Oregon Hemp Crop- 2019 Considerations

It’s time to start start thinking about your 2019 hemp crop.

Growers in Oregon and throughout the country are currently in a mad scramble to harvest, test, dry, package, and sell their industrial hemp crops before winter sets in. Growers also have to negotiate complex contractual terms for the sale of their crops, find testing laboratories and processors with capacity to handle their product, and navigate the still unsteady banking system.

Additionally, most states issue licenses on an annual basis, and farmers who already have an eye toward next season will need to apply to renew their registrations for the 2019 Growing Season. Much like the farmers themselves, State Departments of Agriculture review their pilot programs each year assessing how they can do better, and update their regulations accordingly. Farmers must pay attention to the potential of new reporting requirements and changes to the application process.

Growing hemp in the US will be different next year, whether or not Congress finally gets its act together and passes the 2018 Farm Bill with its new hemp provisions. As an industry, we are all hoping and expecting this to happen, but as has been made clear repeatedly in politics, nothing is guaranteed. Until then, the State Pilot Program structure set into place by the 2014 Farm Act is still the law, and it is vital that farmers review the new regulations and application procedures as soon as possible.

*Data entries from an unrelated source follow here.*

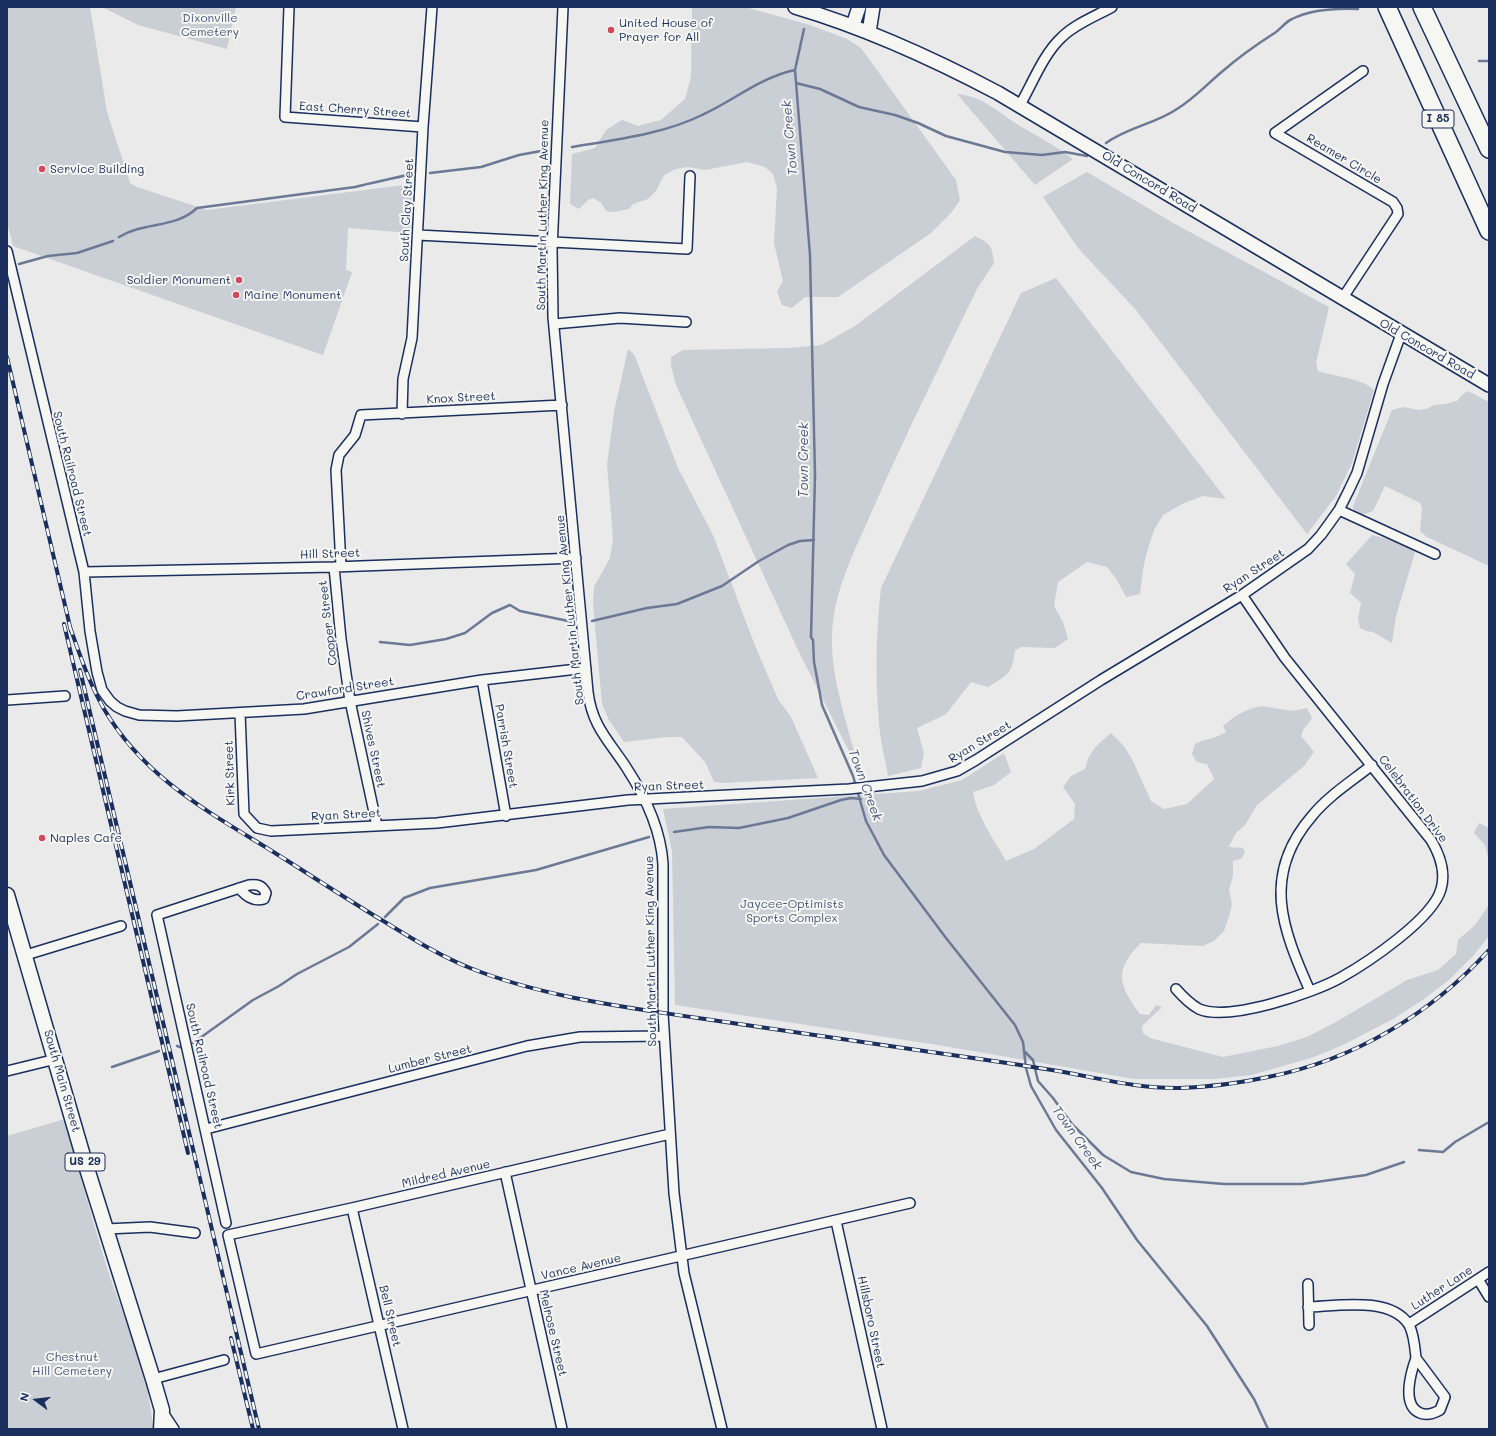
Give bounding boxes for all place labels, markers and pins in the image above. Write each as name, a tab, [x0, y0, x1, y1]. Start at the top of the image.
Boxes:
place label: United House of Prayer for All	[619, 16, 713, 44]
marker: United House of Prayer for All	[606, 25, 616, 35]
place label: Service Building	[50, 162, 144, 176]
marker: Service Building	[37, 164, 47, 174]
place label: Soldier Monument	[127, 273, 231, 287]
marker: Soldier Monument	[234, 275, 244, 285]
place label: Maine Monument	[244, 288, 341, 302]
marker: Maine Monument	[231, 290, 241, 300]
place label: Naples Cafe	[50, 831, 122, 845]
marker: Naples Cafe	[37, 833, 47, 843]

Oregon, for example, has announced that applications for 2019 Industrial Hemp Registrations will be available as early as the end of November. While it doesn’t appear that the Oregon Department of Agriculture (ODA) will limit the number of hemp registrations, it is always a good idea to apply as early as possible, and to ensure that all the information on the application is complete and accurate. Complete and accurate applications typically take four (4) weeks to process.

It is important to recognize that it is not only the 2019 harvest that farmers should be thinking of when they renew their registrations. Remember, that a registration is required in Oregon even to handle industrial hemp. Having worked on a hemp farm myself, I’m well aware that the job of a farmer doesn’t simply end once the crops are harvested and sold. After harvest the cleanup process begins, which can extend well past the holiday season and into the New Year. Even simply sweeping up dried leftover leaf material in a warehouse is considered “handling” and requires a registration. Farmers who do not plan to renew a registration should be aware that all industrial hemp biomass on their farm must be sold, or otherwise disposed of before their registration expires on December 31, 2018.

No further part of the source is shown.